Por mais de 50 anos, eu também não. Na verdade, em 1994 quase fui. Estive em Moscou e considerei seriamente a possibiidade de tomar um trem — mas o medo foi maior do que a vontade. A abertura política ainda era uma coisa recente no país e, se dava medo andar 100 metros nas ruas, imaginem viajar mais de 600 quilômetros de trem…
Corta para o Carnaval de 2011. Aproveitando de uma permanência na Europa, compramos um belo pacote e lá vou eu! Três horas de vôo de Paris. Apenas três horas! Não me canso de constatar e alardear as vantagens de que desfrutam os felizardos que vivem no velho continente. Principalmente em Paris, que é o ponto de partida perfeito pra qualquer destinação européia.
Chego a São Petersburgo às 3 da tarde com o mercúrio na casa de -10º. Quer dizer, fresquinho. E no carro já tenho as mesmas primeiras impressões que tive em Moscou em 94: o cinza, a arquitetura pesada, as roupas escuras, os monumentos mastodônticos, tudo contribuindo pra uma espécie de tristeza — que talvez só seja tristeza para nós acostumados ao sol, às cores, mesas nas calçadas, essas coisas…
Quase duas horas depois… Exato, duas horas de carro até o hotel! É que chegamos na sexta-feira anterior a um feriado na terça. A primeira ponte da primavera. Sim, primavera com menos 10 graus (na Rússia, não me perguntem por quê, a primavera começa dia 1º de março). Por que feriado na terça? Porque é o Dia Internacional da Mulher Trabalhadora. Viram o detalhe? Não só sapecaram um adjetivo como transformaram em feriado nacional.
Bem, no hotel foi o tempo de deixar as malas (ah, sim, e de recusar os dois primeiros quartos) pra sair e fazer o primeiro reconhecimento de área. Com neve até o joelho, é claro. E aqui a segunda surpresa: a cidade intransitável não só nas ruas, mas também nas calçadas. Que contraste com Varsóvia, onde as calçadas recebiam cuidado permanente da prefeitura!
Mas nada nos deteve e, em pouco tempo (mesmo porque o hotel era praticamente em frente), estou diante do tão sonhado Hermitage – já fechado, em função do horário. O tamanho é chocante, mas o estilo rococó do prédio principal, ainda mais em verde e amarelo!, confesso que decepcionou um pouco. Mas o importante é o que está lá dentro, disse eu, enquanto aproveitava pra visitar a impressionante Coluna de Alexandre (um monolito colocado de pé por 3.000 homens, sem alicerce ou qualquer outra ligação com o terreno) e a Praça do Palácio, do tamanho de alguns campos de futebol…

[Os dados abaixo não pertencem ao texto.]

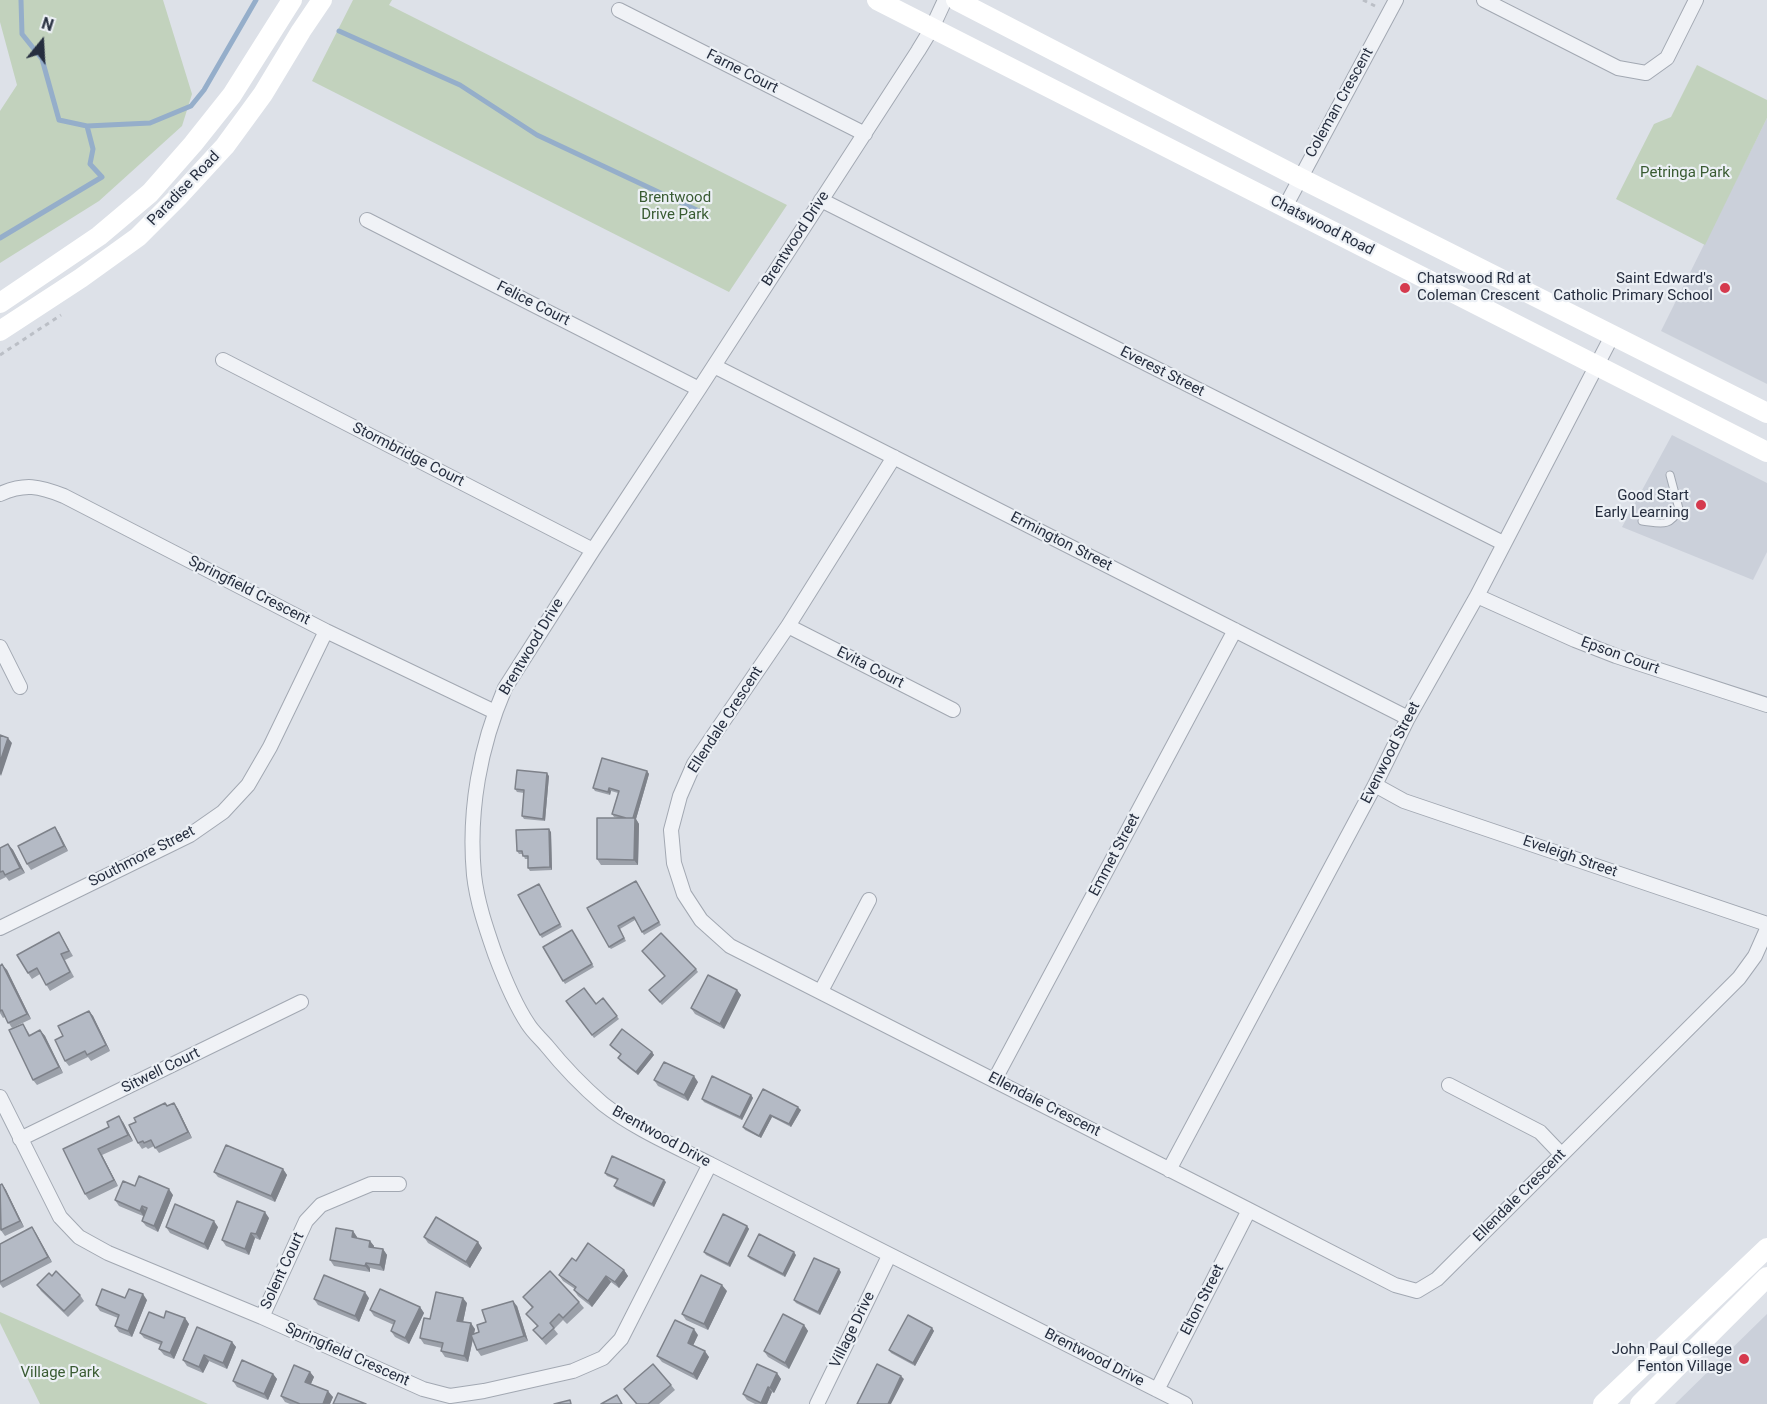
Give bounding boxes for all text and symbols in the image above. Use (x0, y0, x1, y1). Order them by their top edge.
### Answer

Aí chegou sabadão! E eu de bilhete na mão (até rimou), comprado previamente na internet. Um bilhete pra dois dias, apesar de permitir uma única entrada por dia. Recomendo muitíssimo! Mesmo com a neve e o frio que se abatiam sobre a cidade, a fila dava voltas no pátio. E eu, de posse de minha reserva, furei a “bicha” (como se diz em Portugal) e, em poucos minutos, estava dentro, – vou repetir, gente! – dentro do Hermitage.
Ali, tudo muito organizado. Rapidamente, a reserva foi trocada por bilhetes. Os casacos foram guardados (grátis). E eu estava pronta para adentrar o assim chamado espaço expositivo, do qual só me separavam uma catraca e o indefectível detetor de metais. Uma vez dentro, você já dá de cara com a Escadaria Jordan. Foi construída, destruída, queimada, modificada, etc, mas ainda é imponente. Talvez o ”canto” mais imponente de todo o Hermitage. Só que, contrastando com essa exuberância toda, você começa a sentir falta de algo fundamental em qualquer museu: informação.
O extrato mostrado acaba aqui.